A eletroporação reversível comprovadamente tem utilidade comprovada em oncologia (eletroquimioterapia), onde campos elétricos pulsados permeabilizam transitoriamente as membranas celulares, aumentando a entrega intracelular de quimioterapias como ableomicina 6,7,8,9,10. A eletroquimioterapia induz dois efeitos vasculares principais: cessação temporária do fluxo sanguíneo (bloqueio vascular), que prolonga o tempo de contato intralesional com medicamentos, e perturbação endotelial seletiva devido ao aumento da absorção intracelular de medicamentos. Vasos tumorais e malformativos apresentam maior atividade proliferativa do que a vasculatura normal, tornando-os mais suscetíveis a essesefeitos 11,12,13.
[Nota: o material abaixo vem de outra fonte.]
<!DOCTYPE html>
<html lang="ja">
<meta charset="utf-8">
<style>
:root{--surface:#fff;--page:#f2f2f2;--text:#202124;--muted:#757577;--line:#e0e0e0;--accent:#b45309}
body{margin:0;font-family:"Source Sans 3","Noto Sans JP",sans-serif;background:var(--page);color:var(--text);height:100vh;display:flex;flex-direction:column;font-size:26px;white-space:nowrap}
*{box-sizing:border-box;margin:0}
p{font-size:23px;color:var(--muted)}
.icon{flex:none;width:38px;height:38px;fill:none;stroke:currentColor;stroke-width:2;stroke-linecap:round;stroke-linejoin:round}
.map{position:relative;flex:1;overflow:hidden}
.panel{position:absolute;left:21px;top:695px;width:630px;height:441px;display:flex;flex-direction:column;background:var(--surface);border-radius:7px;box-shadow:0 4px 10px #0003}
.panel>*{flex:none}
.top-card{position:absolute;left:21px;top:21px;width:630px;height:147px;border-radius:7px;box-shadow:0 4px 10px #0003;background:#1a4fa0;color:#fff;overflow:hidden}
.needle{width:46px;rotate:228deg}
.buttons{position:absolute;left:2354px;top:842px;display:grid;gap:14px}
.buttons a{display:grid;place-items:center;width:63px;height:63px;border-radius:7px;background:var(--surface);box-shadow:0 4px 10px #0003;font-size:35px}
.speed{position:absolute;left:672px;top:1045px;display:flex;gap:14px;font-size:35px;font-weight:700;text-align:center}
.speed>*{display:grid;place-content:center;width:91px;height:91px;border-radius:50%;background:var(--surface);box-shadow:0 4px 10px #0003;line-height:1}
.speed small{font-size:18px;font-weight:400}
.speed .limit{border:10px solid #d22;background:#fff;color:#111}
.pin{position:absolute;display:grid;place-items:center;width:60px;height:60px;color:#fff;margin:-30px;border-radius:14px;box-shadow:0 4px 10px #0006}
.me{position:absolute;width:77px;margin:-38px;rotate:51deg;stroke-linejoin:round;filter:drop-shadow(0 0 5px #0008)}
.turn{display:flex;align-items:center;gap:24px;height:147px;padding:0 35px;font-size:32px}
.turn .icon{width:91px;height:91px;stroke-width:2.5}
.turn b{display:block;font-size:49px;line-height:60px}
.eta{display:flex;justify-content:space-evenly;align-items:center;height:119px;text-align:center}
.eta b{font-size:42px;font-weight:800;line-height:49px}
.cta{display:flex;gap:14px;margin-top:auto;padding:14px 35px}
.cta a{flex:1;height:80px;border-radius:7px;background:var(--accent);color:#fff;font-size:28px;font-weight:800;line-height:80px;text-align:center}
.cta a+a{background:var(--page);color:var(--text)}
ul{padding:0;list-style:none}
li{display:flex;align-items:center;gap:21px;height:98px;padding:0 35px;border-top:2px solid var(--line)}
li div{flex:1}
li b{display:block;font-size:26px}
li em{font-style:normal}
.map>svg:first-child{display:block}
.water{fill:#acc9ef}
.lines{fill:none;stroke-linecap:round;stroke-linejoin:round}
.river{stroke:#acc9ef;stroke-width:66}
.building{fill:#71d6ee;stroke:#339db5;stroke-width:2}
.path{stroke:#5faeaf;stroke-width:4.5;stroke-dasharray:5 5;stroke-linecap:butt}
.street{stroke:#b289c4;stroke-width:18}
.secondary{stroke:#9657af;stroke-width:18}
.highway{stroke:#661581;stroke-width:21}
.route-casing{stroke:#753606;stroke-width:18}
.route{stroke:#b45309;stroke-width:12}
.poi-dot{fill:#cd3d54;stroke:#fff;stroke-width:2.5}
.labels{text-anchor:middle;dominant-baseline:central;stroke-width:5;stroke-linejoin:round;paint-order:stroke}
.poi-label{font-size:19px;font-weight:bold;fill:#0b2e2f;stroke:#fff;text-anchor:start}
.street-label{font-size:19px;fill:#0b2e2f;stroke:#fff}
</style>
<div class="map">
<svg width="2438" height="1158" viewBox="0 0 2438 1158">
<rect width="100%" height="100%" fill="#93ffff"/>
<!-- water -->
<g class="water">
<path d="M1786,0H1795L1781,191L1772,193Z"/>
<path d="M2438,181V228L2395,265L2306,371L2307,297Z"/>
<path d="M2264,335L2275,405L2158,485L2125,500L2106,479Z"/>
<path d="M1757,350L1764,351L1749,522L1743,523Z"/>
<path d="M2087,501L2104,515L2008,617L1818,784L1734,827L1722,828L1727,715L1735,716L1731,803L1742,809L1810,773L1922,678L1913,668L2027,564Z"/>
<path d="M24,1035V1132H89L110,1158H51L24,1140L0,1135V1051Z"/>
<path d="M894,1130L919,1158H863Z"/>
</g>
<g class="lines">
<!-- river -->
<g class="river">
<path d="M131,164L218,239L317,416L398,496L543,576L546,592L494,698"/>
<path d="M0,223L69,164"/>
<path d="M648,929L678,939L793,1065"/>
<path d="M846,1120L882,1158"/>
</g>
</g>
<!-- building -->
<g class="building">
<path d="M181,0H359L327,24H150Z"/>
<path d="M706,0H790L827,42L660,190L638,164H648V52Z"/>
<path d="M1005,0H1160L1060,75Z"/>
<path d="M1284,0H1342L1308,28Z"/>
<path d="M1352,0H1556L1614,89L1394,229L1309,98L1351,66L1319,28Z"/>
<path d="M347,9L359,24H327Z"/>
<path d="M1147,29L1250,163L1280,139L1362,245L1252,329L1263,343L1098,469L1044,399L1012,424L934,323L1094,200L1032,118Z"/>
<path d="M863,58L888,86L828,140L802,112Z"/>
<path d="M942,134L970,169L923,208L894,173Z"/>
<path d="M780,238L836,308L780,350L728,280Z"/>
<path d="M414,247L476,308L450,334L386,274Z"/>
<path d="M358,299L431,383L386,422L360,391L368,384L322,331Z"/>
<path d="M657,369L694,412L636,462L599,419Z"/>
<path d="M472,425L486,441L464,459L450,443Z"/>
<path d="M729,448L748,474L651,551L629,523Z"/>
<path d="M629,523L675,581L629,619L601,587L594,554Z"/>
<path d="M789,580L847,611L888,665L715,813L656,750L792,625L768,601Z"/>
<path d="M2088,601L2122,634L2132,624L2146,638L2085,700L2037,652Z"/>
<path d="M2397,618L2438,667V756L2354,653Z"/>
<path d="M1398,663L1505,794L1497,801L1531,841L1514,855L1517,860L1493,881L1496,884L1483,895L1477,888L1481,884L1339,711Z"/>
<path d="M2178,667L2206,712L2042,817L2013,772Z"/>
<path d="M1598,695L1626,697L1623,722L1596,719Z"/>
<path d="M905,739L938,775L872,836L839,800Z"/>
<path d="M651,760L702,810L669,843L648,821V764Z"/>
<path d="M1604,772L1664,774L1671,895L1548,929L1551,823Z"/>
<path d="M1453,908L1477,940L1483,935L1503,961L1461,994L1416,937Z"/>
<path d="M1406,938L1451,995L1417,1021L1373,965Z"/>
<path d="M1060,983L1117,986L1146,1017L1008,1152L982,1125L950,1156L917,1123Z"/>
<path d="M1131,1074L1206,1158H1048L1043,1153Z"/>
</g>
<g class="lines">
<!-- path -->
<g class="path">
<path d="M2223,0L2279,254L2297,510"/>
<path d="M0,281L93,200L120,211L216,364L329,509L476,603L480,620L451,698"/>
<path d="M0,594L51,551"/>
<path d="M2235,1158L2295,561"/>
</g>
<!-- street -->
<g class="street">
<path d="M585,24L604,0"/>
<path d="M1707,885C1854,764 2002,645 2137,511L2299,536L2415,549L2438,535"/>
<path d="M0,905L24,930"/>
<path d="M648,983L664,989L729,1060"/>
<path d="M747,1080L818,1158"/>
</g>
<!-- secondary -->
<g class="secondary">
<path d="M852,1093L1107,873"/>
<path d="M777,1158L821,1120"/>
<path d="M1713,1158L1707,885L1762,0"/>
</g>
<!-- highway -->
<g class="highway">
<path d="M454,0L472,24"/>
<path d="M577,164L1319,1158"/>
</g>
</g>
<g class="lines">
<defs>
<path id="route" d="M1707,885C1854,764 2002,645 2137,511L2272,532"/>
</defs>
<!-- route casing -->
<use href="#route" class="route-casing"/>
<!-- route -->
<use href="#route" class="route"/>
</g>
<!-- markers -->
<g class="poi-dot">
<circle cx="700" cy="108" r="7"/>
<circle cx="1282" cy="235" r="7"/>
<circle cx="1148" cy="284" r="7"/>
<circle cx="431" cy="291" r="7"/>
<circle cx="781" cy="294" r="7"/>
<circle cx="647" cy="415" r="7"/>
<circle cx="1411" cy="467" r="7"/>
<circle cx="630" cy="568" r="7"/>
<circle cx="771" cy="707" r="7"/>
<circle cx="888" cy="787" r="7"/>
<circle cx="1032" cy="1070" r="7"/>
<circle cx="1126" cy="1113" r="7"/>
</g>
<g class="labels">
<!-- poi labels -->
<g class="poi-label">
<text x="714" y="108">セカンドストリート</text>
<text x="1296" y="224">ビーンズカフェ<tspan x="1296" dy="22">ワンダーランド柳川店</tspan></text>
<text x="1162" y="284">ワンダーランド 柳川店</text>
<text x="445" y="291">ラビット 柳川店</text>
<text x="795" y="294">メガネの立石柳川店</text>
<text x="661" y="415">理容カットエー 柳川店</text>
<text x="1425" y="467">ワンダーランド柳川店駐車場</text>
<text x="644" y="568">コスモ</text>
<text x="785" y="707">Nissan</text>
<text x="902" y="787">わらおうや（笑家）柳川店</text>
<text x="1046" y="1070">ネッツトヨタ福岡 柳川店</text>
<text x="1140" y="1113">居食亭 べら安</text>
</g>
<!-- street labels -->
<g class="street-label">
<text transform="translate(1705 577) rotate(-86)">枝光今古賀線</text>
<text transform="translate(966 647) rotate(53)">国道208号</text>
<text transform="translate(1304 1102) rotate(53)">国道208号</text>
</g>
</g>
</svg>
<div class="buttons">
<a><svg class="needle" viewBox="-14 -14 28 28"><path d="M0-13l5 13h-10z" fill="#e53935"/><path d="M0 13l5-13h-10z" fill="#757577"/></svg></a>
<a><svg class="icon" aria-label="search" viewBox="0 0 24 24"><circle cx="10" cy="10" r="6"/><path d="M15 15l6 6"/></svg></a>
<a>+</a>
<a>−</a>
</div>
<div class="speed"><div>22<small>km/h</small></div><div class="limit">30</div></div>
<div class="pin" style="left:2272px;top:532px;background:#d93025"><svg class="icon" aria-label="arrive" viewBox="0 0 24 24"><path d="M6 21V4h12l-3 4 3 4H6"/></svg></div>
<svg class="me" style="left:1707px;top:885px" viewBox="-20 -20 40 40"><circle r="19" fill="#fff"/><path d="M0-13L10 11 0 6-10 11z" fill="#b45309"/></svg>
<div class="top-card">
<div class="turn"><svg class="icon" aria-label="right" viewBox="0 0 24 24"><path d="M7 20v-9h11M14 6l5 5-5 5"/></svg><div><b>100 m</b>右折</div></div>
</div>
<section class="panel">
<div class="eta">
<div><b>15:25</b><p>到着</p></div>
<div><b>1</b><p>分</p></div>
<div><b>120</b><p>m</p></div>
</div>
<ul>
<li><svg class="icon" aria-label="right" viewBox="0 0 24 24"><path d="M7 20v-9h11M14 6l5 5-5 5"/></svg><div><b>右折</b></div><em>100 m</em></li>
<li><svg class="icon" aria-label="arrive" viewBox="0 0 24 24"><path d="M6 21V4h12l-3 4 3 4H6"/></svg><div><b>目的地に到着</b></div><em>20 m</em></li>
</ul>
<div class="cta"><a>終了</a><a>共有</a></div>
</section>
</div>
A eletroscleroterapia com bleomicina (BEST) aplica esse princípio às malformações vasculares ao combinar bleomicina intralesional com entrega controlada de pulsos usando o gerador de pulsos elétricos e um gerador específico de pulsos elétricos. O BEST tem demonstrado eficácia e segurança promissoras como tratamento minimamente invasivo, alcançando redução substancial de lesões e melhora dos sintomas com doses menores de bleomicina e menos efeitos colaterais em comparação com terapias convencionais, embora mais estudos sejam necessários para estabelecer seu papel como tratamento de primeiralinha 14. Séries de casos demonstram alta eficácia clínica e redução da frequência do tratamento, mesmo em lesões resistentes à terapia. No entanto, muitos estudos foram realizados antes do desenvolvimento da COP, com amplas variações na prática clínica, limitando a adoção e reprodutibilidade mais ampla do BEST15, 16 e 17.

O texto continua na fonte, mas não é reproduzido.